Only a single number is expected: how many lines of the data hold the word "Jahnstraße".

> _Dataset content_:
***

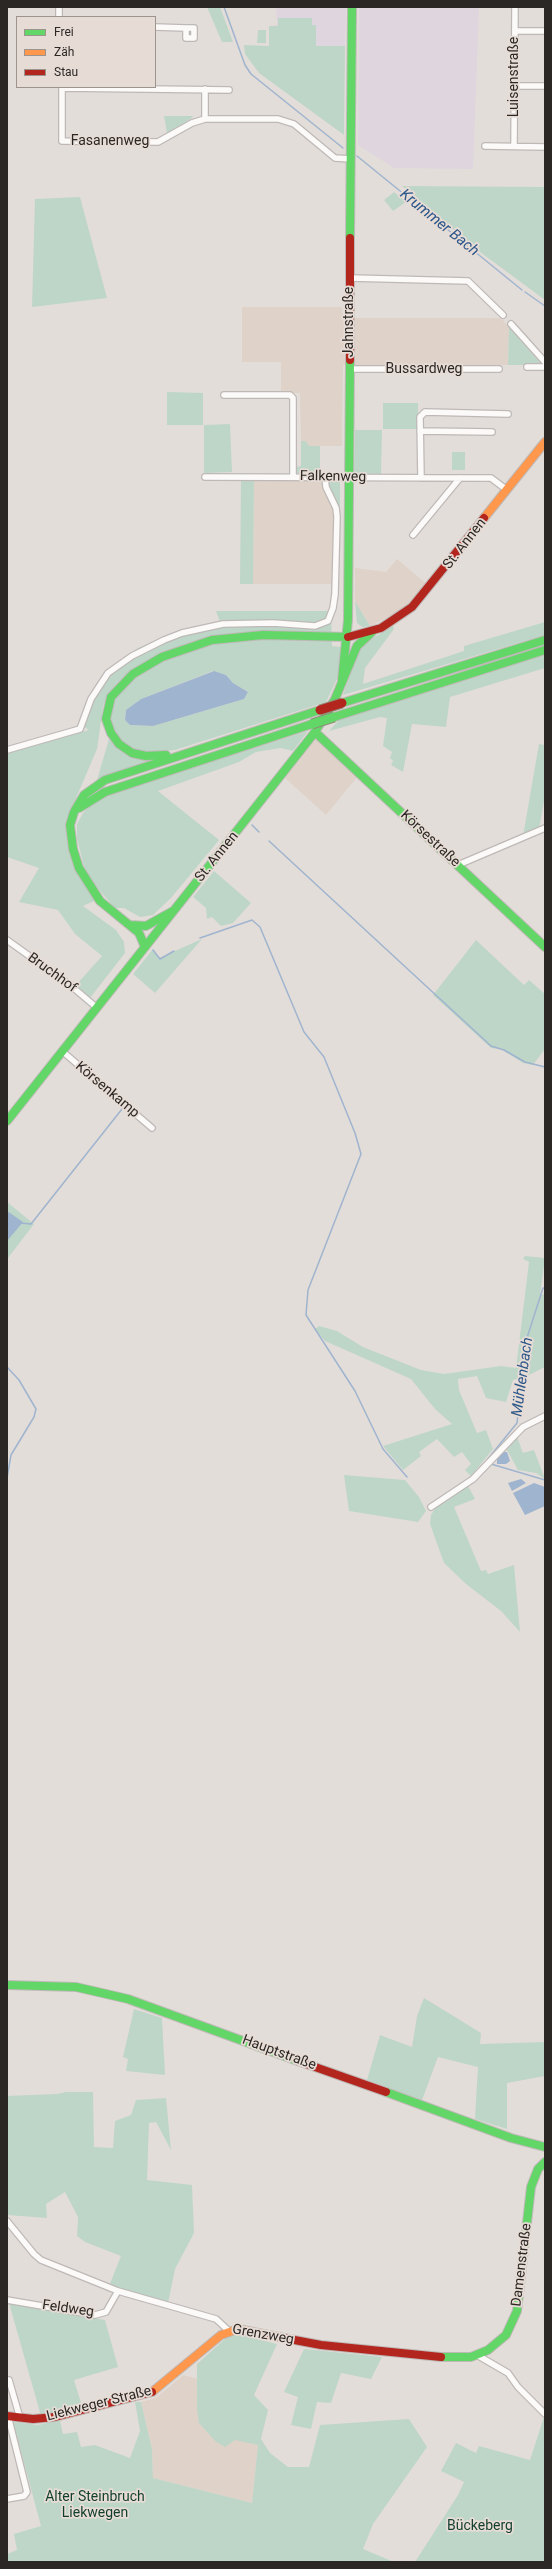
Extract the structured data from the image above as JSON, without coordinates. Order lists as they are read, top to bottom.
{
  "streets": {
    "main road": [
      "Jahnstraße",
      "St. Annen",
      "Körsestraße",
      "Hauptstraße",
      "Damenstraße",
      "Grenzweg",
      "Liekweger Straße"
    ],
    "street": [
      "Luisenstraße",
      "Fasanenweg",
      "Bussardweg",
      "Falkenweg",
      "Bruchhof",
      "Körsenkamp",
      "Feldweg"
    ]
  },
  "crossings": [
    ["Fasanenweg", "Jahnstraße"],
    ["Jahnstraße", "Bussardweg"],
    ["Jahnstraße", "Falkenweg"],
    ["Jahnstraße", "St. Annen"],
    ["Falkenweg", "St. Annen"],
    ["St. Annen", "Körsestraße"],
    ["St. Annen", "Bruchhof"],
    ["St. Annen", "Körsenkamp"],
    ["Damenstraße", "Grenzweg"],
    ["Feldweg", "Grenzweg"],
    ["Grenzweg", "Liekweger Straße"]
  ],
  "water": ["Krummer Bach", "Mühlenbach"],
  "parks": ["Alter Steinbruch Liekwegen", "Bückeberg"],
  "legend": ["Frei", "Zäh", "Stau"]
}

***

> _Response to the task_: 5